**** SUPPLIED DATA

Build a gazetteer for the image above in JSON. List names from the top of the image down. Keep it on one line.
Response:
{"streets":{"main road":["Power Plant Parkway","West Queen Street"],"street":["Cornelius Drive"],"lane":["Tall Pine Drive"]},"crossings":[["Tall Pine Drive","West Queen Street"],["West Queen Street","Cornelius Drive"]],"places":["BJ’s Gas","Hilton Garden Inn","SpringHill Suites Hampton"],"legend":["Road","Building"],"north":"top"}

********

◆ WHAT IS BEING ASKED:
What you should produce is an exact restatement of all the material.

◆ SOLVED EXERCISE:
Build a gazetteer for the image above in JSON. List names from the top of the image down. Keep it on one line.
Response:
{"streets":{"main road":["Power Plant Parkway","West Queen Street"],"street":["Cornelius Drive"],"lane":["Tall Pine Drive"]},"crossings":[["Tall Pine Drive","West Queen Street"],["West Queen Street","Cornelius Drive"]],"places":["BJ’s Gas","Hilton Garden Inn","SpringHill Suites Hampton"],"legend":["Road","Building"],"north":"top"}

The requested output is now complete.